Return each line of the listing below, unchanged, and omit the images.

___ INFORMATION PROVIDED

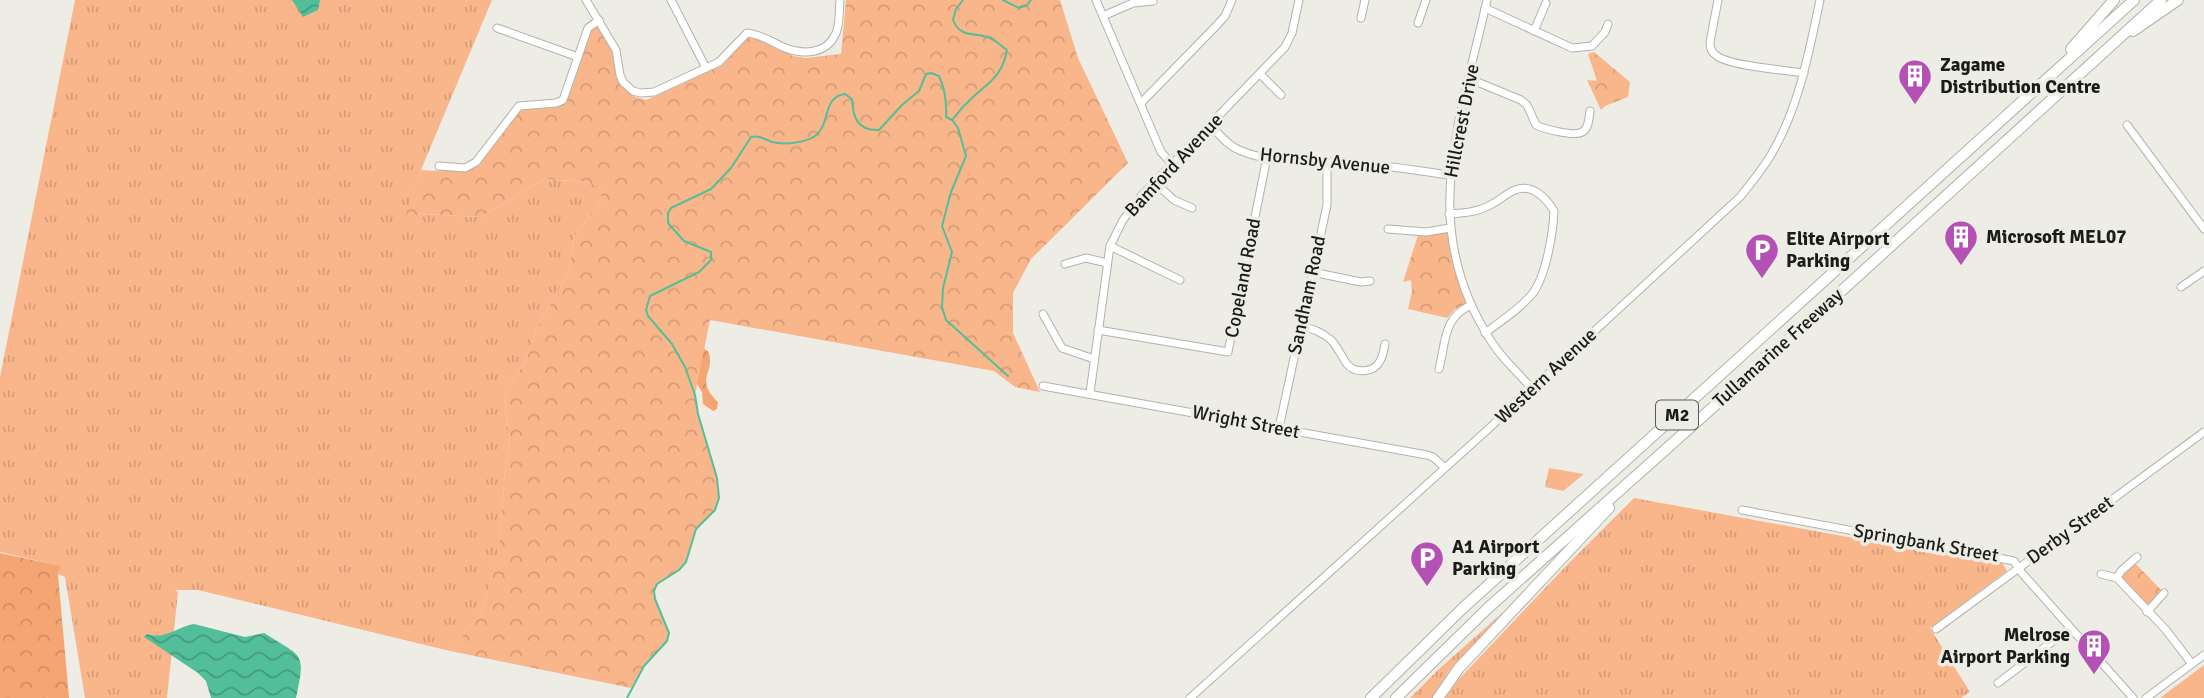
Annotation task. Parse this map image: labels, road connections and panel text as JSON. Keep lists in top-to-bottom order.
{
  "streets": {
    "highway": ["Tullamarine Freeway", "M2"],
    "street": [
      "Hillcrest Drive",
      "Hornsby Avenue",
      "Bamford Avenue",
      "Copeland Road",
      "Sandham Road",
      "Western Avenue",
      "Wright Street",
      "Derby Street",
      "Springbank Street"
    ]
  },
  "crossings": [
    ["Hillcrest Drive", "Hornsby Avenue"],
    ["Hillcrest Drive", "Western Avenue"],
    ["Hornsby Avenue", "Bamford Avenue"],
    ["Hornsby Avenue", "Copeland Road"],
    ["Hornsby Avenue", "Sandham Road"],
    ["Bamford Avenue", "Copeland Road"],
    ["Bamford Avenue", "Wright Street"],
    ["Sandham Road", "Wright Street"],
    ["Western Avenue", "Wright Street"],
    ["Derby Street", "Springbank Street"]
  ],
  "places": {
    "building": ["Zagame Distribution Centre", "Microsoft MEL07", "Melrose Airport Parking"],
    "parking": ["Elite Airport Parking", "A1 Airport Parking"]
  }
}
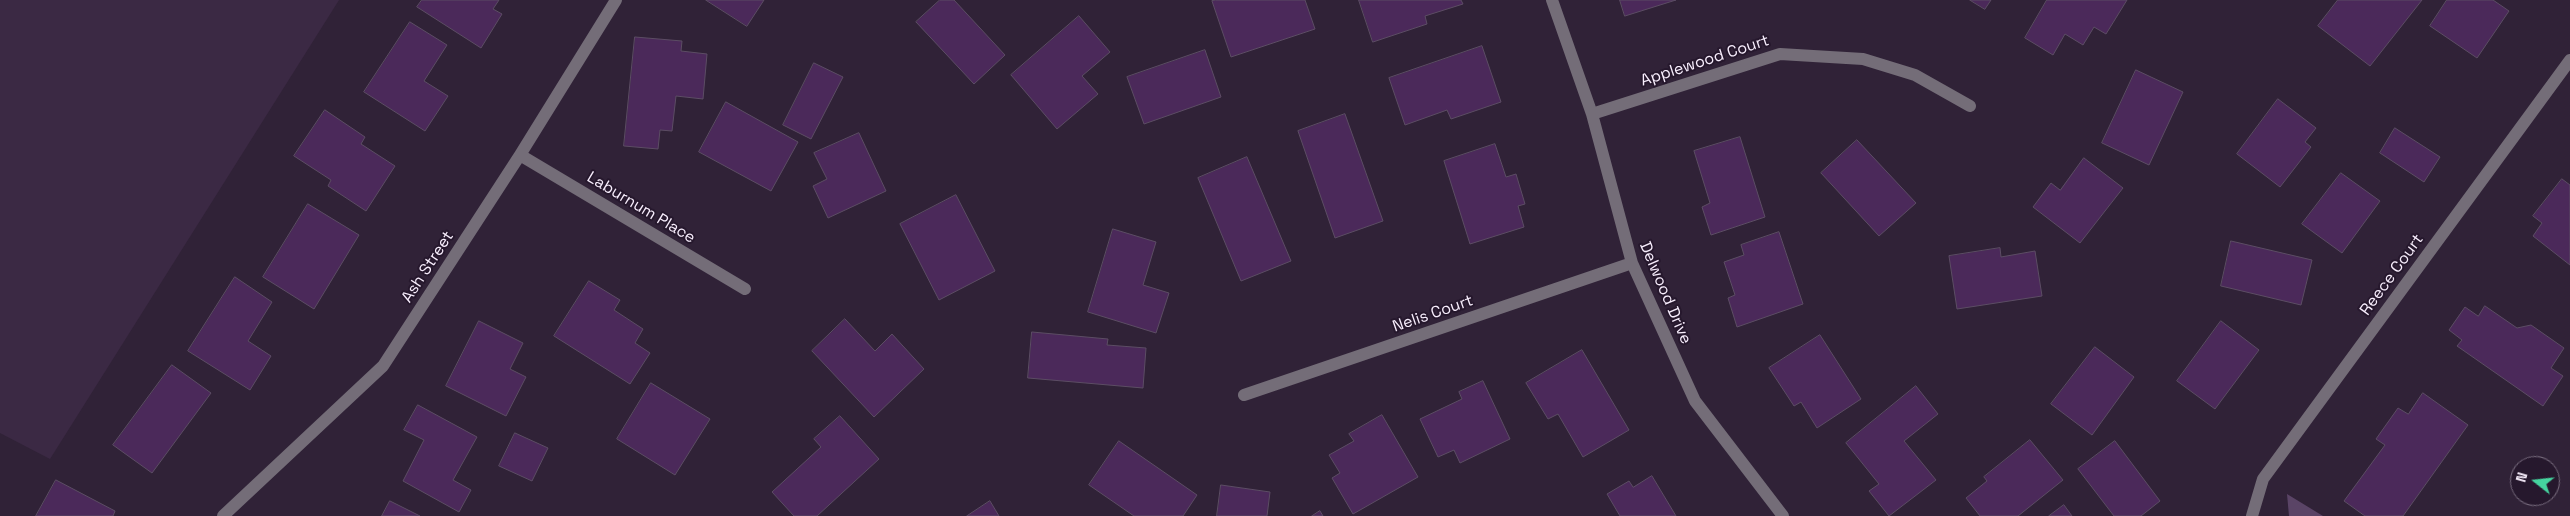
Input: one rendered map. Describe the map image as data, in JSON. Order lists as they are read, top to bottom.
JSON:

______

— RESULT OF THE TASK —
Annotation task. Parse this map image: labels, road connections and panel text as JSON. Keep lists in top-to-bottom order.
{
  "streets": {
    "highway": ["Tullamarine Freeway", "M2"],
    "street": [
      "Hillcrest Drive",
      "Hornsby Avenue",
      "Bamford Avenue",
      "Copeland Road",
      "Sandham Road",
      "Western Avenue",
      "Wright Street",
      "Derby Street",
      "Springbank Street"
    ]
  },
  "crossings": [
    ["Hillcrest Drive", "Hornsby Avenue"],
    ["Hillcrest Drive", "Western Avenue"],
    ["Hornsby Avenue", "Bamford Avenue"],
    ["Hornsby Avenue", "Copeland Road"],
    ["Hornsby Avenue", "Sandham Road"],
    ["Bamford Avenue", "Copeland Road"],
    ["Bamford Avenue", "Wright Street"],
    ["Sandham Road", "Wright Street"],
    ["Western Avenue", "Wright Street"],
    ["Derby Street", "Springbank Street"]
  ],
  "places": {
    "building": ["Zagame Distribution Centre", "Microsoft MEL07", "Melrose Airport Parking"],
    "parking": ["Elite Airport Parking", "A1 Airport Parking"]
  }
}
Input: one rendered map. Describe the map image as data, in JSON. Order lists as they are read, top to bottom.
JSON:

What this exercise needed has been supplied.